The classrooms and the corridors, the stages and the stairs.
The performances. The endless enthusiasm, the constant outpouring of ideas.
The buzz beneath the mundane, the excitement of being a part of something.

That sense of belonging.
 
The streets of Kallio: the drunks and the hipsters, the cafés and the dodgy bars, the flowers and the vomit stains, the erotica shops and the beautiful library. The trams and the seagulls.

And, finally. My friends.
Because the friends I have found in and around Kallio, the people we've gathered into our mutual orbit, these are the people I don't want to let go of. This is the most difficult, terrifying thing about graduating. This fear of loss.

(But I think my fear is mostly unfounded. A bit premature. We have all summer, after all. These three glorious months.)



Before I start crying: I think these are the years I might miss later on.

When I was little, my mother said about missing things and people: It's how you know you care. It's how you know you had a good time. It's a sign of love.

Friday, 30 March 2012

carry on



Spring creeps in so slowly and I still haven't learnt to cope with this waiting. The sun at a low angle, the slanting shadows, the streets covered in dry rubble, the billowing dust, the tough piles of dirty snow in the shade.


Springs have traditionally not been my forte, and so the brighter the days and the muddier the grass, the harder it is for me to sleep and to smile.


I'm feeling a bit adrift right now, with my exams over and nothing to do but apply for summer jobs and think about the future. I'm waiting for May, for that almost-summer phase of spring, and listening to this in the mornings.



(Also, thank you for your comments on my last post. It really does mean a lot to be offered these words 
of encouragement and trust.)

Sunday, 4 March 2012

sporadic and ambiguous thoughts



I've begun so many posts lately, it seems that's all I do these days. Begin and let go, give up and give in.

The libraries of Helsinki are packed these days, full of students and anxiety and the soft thrum of hopelessness. We'll brave this, I like to think. But I do worry, rather too much.

I listen to Bright Eyes and the Cure and to old old songs by Regina Spektor. These are things I listened to when I was fifteen or maybe sixteen and I don't know what that says about me. Maybe I'm regressing. I'm also rereading all the Murakami I first delved into at the age of fourteen. And I also find it a bit disconcerting how I can only talk about the songs I listen to and the books I read, not much about anything that's actually happening.

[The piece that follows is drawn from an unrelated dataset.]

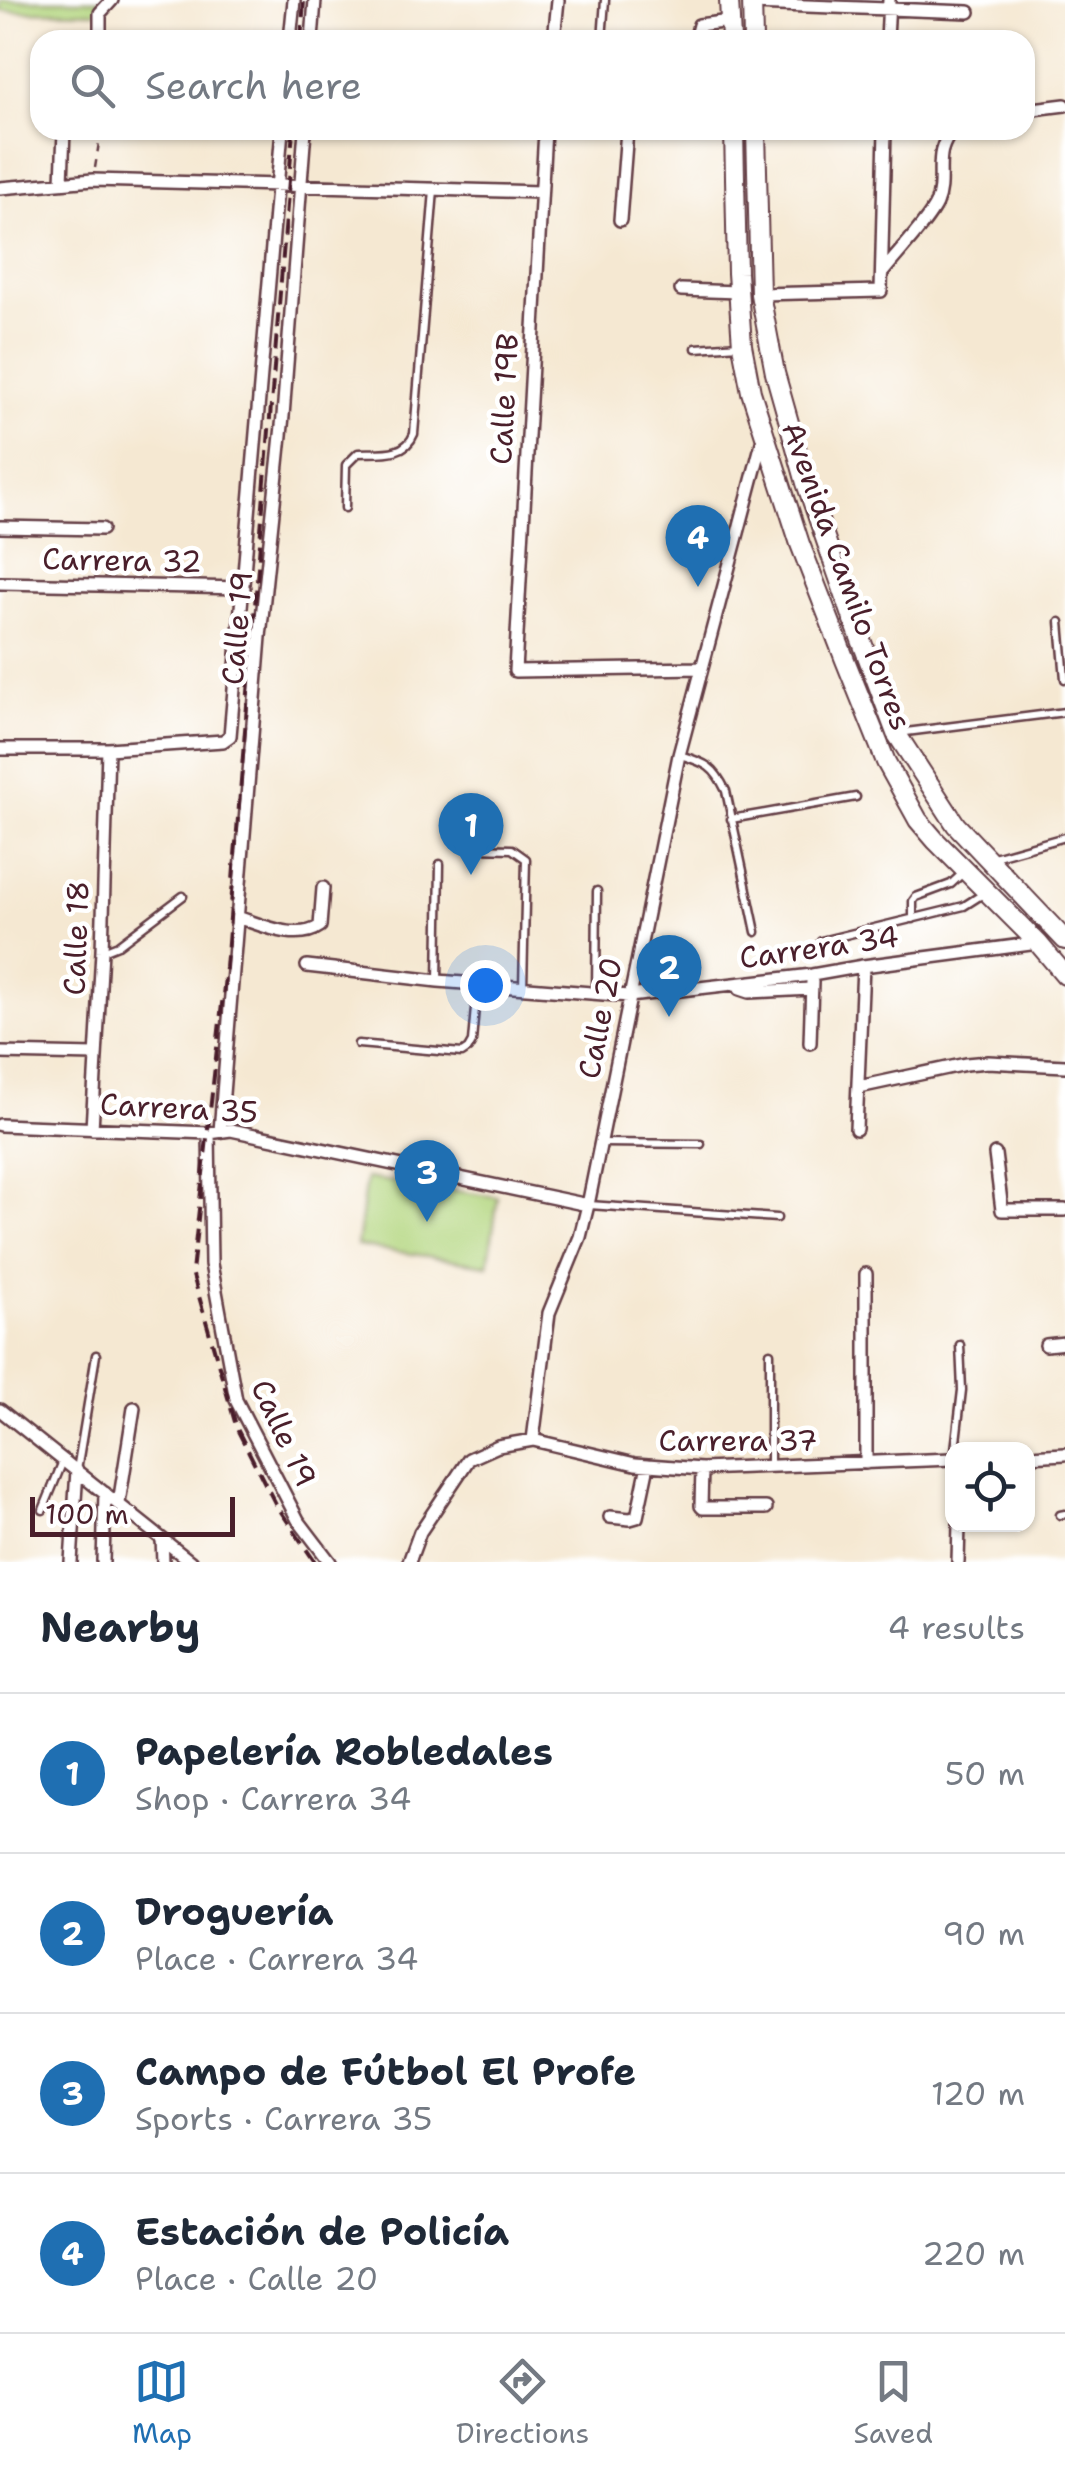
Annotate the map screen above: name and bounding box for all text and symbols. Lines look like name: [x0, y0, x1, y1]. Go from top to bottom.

There's the constant undertone of I Should Be Studying and it's just terrifying. Only a bit over a week to go and I can hardly believe it.

I had a high fever a few days back. I haven't had a proper fever since the age of ten. I had completely forgotten how it feels.

Also, some of my friends are on the verge of being terrifyingly happy and some are trying to fight through things and some are still waiting for everything. And I'm thinking every day about how I will finish school and leave. Where I'll go to, I don't know, but I know I'll miss them more than I can even imagine right now. Sometimes I get these surprising attacks of nighttime fondness, when I think of how much I'd like to fix everything in their lives that is broken.

Mostly I try to focus on my breathing. And sometimes I feel light, despite the way the snow is too bright on sunny mornings. Conor Oberst and Regina will tide me through this.

Wednesday, 29 February 2012

cures for things

Recently I've been writing. A lot. And I don't know why, maybe as a cure for loneliness, although I've figured out years ago that the best cure for loneliness is the Cure. (Mainly because the Cure is the best possible cure for almost everything.)

And I don't know where this loneliness stems from, or why it causes a chronic build-up of words in the joints of my fingers, ready to pour out as soon as I set a pen to paper.

I'll breathe through this, I know I will. This faint phase of melodrama and cliches will slide on by, I will find myself listening to bands that are not quite as New Wave and 80's as my current chosen cure. In the meanwhile I consider it completely acceptable to dance around my room to Just Like Heaven at night when I can't sleep.

Tuesday, 31 January 2012

tuesday morning



So I'm done with school. Almost. Not quite. But we're definitely past the beginning of the end. (I don't know quite how to feel.)

Lately I've been doing voluntary work in the presidential elections. I've been queuing for concert tickets at arse o'clock in the morning. I've been spending quality time in the library. All in the midst of enormous piles of snow and harsh winter sunlight.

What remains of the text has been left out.